Although domestic economic growth strengthened, there still were no signs of inflation, as oil prices fell and the Federal Reserve (the “Fed”) continued to remain on hold with interest-rate changes. The generally stable environment for municipal finance, which had helped support the municipal bond market’s performance in recent quarters, remained in place. A December 2014 report from the Rockefeller Institute noted that state tax collections resumed growth in the third quarter of 2014, after declines in the first half of the year.2 The report stated that state revenue collections “are expected to show continued growth throughout the rest of state fiscal year 2015.”

Two major issuers whose well-publicized difficulties sparked volatility in 2013 continued their efforts to resolve their difficulties during the fourth quarter. Detroit received court approval for its restructuring plan during the quarter, allowing the city to emerge from bankruptcy. Puerto Rico’s moves to address its fiscal challenges included approving a tax increase in order to fund a new bond issue during the first calendar quarter of 2015. The commonwealth continued to move toward an expected restructuring of its power authority.

At the federal government level, there were no legislative developments that had a material impact upon municipals. The Securities and Exchange Commission (SEC) did propose more trading information disclosure by dealers of municipal securities, which could benefit some market participants.


While there are challenges of increased market volatility and uncertainty regarding the Fed’s upcoming interest rate moves, municipal yields continue to provide investors with compelling tax-equivalent returns, as valuations relative to other fixed-income asset classes remain attractive and historical default rates remain low. The volume of new issues of municipal bonds has risen in recent months, after a slow start coming into 2014, as increased refunding activity and low interest rates continue to attract issuers to the market. The outstanding supply of bonds, however, has been decreasing due to bond maturities and early redemptions, therefore net supply continues to be negative. This aspect of the market is favorable for performance because market participants are likely to reinvest proceeds from called and matured bonds. Demand from new cash invested also should continue to provide support to the asset class, as increased tax rates improve relative valuations on an after-tax basis. It is likely, then, that this trend of a positive supply and demand dynamic will continue into 2015.

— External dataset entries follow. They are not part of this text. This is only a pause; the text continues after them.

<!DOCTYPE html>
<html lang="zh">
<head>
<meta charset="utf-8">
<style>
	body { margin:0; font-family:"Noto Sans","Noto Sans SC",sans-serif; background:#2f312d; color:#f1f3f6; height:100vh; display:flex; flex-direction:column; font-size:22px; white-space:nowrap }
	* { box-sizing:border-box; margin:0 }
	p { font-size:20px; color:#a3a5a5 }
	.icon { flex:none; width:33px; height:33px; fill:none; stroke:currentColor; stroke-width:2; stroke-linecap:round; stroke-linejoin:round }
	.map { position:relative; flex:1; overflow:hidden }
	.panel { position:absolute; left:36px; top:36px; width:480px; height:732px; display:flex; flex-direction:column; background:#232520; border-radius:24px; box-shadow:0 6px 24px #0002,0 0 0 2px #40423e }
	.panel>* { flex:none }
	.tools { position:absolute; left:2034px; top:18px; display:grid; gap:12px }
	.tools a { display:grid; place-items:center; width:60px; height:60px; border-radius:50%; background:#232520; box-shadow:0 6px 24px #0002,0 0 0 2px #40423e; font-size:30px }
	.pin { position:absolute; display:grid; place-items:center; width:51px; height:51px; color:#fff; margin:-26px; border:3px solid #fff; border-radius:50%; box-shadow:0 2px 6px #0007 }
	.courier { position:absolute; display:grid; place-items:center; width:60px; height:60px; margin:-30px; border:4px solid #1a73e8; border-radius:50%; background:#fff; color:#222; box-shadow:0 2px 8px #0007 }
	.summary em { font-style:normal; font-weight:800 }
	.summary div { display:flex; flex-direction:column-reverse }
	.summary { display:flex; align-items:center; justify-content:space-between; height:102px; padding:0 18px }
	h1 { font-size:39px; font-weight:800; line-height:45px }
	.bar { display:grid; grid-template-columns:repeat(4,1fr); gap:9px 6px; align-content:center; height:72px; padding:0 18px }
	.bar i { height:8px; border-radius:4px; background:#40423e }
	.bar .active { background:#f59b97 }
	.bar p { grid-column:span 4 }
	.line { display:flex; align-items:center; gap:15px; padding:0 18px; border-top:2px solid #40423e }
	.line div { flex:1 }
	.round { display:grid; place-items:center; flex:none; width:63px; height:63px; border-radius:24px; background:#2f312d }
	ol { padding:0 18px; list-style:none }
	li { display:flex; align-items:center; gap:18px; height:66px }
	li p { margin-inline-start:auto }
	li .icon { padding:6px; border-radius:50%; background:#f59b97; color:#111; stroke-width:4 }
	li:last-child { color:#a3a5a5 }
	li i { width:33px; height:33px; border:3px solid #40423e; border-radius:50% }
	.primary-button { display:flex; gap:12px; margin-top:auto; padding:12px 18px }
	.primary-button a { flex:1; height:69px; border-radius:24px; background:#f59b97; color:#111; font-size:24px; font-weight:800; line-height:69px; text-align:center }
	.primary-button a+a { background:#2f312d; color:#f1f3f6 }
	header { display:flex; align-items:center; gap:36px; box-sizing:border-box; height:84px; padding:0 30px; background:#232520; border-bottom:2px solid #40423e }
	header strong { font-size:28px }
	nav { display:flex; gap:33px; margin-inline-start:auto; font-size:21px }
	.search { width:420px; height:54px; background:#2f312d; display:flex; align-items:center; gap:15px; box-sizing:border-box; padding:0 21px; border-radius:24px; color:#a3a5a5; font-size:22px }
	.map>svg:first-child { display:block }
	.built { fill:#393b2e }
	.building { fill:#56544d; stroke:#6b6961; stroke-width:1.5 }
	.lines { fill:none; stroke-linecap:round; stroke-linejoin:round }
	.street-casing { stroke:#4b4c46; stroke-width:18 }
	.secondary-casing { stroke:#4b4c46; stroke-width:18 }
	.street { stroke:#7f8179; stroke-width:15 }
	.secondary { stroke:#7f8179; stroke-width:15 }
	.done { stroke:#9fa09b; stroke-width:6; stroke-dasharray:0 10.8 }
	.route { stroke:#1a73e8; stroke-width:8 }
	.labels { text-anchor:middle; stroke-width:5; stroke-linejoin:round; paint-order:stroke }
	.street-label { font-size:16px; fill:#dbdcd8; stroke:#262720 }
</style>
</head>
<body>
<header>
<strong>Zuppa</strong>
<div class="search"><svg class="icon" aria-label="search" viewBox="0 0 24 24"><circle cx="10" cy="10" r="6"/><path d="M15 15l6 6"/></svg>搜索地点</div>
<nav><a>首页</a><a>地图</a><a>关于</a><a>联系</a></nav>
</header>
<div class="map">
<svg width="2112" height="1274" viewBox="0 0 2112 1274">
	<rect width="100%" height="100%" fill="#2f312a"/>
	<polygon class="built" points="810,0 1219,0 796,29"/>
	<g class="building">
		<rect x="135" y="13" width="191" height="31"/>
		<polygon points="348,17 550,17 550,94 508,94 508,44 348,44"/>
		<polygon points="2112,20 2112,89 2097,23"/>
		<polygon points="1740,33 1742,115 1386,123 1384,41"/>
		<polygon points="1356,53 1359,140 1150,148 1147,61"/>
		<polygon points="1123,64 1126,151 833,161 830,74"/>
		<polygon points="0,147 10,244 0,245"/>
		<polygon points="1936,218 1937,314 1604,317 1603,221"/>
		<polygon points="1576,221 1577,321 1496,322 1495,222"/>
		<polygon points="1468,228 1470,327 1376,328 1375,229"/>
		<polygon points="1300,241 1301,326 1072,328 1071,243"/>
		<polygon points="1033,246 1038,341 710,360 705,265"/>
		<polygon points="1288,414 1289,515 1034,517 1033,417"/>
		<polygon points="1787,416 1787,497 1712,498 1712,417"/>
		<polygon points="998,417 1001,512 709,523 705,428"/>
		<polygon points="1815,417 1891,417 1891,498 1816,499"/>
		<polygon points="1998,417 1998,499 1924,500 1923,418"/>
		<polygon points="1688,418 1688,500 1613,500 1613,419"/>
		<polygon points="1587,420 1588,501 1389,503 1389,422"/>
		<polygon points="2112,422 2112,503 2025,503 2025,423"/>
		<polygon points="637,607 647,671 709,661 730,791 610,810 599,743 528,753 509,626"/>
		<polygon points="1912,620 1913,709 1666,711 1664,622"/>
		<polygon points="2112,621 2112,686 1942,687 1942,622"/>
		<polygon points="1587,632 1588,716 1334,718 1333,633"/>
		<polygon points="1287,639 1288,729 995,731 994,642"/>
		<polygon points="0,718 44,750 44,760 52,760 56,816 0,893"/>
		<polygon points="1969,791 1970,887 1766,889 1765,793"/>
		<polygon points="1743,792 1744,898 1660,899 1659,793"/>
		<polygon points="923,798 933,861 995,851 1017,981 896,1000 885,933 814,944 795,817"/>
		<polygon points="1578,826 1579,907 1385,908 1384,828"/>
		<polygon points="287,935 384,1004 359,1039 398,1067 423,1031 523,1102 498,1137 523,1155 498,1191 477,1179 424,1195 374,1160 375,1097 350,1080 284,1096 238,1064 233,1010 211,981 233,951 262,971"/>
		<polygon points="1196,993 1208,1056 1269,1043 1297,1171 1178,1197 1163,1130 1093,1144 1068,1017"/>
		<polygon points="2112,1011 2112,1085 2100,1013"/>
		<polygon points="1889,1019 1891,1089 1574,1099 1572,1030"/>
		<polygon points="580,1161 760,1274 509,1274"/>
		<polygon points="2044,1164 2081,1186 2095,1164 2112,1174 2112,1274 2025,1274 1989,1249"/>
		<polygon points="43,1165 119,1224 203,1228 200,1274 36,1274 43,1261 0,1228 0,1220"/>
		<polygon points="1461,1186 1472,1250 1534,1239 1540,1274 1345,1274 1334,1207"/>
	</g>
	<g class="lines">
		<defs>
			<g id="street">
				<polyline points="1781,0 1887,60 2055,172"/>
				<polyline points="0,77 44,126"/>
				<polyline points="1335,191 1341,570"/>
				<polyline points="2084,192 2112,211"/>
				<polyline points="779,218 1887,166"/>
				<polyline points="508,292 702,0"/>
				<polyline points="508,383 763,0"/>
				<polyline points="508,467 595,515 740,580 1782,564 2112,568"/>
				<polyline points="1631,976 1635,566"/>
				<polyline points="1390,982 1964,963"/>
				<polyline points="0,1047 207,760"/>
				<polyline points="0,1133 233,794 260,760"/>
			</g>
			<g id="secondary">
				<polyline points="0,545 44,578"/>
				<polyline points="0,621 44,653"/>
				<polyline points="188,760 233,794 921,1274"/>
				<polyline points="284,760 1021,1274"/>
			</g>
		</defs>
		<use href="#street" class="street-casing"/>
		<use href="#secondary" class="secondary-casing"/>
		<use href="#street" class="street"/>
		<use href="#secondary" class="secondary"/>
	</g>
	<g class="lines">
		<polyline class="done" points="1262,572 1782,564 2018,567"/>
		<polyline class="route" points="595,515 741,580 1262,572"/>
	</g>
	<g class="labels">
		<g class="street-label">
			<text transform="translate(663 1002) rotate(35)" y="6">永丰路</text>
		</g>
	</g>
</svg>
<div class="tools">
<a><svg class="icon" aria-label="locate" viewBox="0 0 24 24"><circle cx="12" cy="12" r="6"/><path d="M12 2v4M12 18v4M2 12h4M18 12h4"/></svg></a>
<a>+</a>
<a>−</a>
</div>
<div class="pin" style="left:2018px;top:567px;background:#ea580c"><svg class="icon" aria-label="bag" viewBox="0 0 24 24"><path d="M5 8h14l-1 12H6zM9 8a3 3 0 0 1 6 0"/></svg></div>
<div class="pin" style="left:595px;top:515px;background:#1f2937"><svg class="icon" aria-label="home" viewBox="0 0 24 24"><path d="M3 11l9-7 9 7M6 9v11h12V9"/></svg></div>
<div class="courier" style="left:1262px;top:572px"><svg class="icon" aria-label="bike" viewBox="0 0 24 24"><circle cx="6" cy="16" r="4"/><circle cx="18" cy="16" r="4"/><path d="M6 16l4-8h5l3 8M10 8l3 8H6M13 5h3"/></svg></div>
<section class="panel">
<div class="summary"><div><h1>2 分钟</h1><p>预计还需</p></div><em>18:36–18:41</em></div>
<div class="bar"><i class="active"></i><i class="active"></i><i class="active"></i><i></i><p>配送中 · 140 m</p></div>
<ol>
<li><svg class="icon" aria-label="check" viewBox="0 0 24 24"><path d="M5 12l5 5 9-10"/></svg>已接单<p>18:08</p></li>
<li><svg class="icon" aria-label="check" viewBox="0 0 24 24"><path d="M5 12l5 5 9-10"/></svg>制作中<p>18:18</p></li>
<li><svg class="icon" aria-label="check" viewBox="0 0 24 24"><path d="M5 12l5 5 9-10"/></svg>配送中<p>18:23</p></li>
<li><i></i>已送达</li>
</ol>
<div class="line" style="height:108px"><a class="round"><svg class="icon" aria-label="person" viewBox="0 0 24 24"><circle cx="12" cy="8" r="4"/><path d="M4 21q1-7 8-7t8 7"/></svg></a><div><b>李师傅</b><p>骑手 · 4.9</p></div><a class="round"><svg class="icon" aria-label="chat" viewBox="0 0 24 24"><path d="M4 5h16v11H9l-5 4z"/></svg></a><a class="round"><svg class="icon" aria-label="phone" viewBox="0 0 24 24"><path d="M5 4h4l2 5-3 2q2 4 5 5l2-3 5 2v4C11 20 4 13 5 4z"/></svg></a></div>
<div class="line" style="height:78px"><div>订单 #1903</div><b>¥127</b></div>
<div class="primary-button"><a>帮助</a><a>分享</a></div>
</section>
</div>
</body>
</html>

Despite the strong returns of lower-rated bonds in 2014, credit spreads still remain attractive compared with pre-crisis levels, while overall credit fundamentals of the market continue to improve. This combination suggests that lower-quality bonds could continue to outperform going forward. Longer maturities outperformed considerably in 2014, as the yield curve was relatively steep and enticed investors to extend maturities. Since the Fed has indicated its intention to increase short-term rates during the second half of 2015, the yield curve is likely to flatten, with shorter rates rising more than longer rates. However, the pace of rate changes, and the magnitude of those changes will determine which maturities will outperform in 2015. While it is likely that longer maturities will outperform in 2015, this outcome is contingent on two major factors: the level of economic growth and whether inflation will continue to stay low.

While there have been a few negative outliers with regard to the health of states, most notably pension issues in New Jersey and Illinois, states are doing well overall, as the economy is providing steady growth and tax revenues are rising. High-grade small states such as Alaska, which are largely dependent upon oil, will need to cut budgets due to decreased revenues. Such states are likely to have a minor impact on the overall municipal market, as they are small issuers. On a federal level, continued political discussion around the benefits of the tax exemption could affect the municipal market. While the dynamic of the municipal bond market has changed considerably over the past few years, municipal bonds continue to offer the combination of a high credit-quality profile and strong tax-equivalent returns to investors.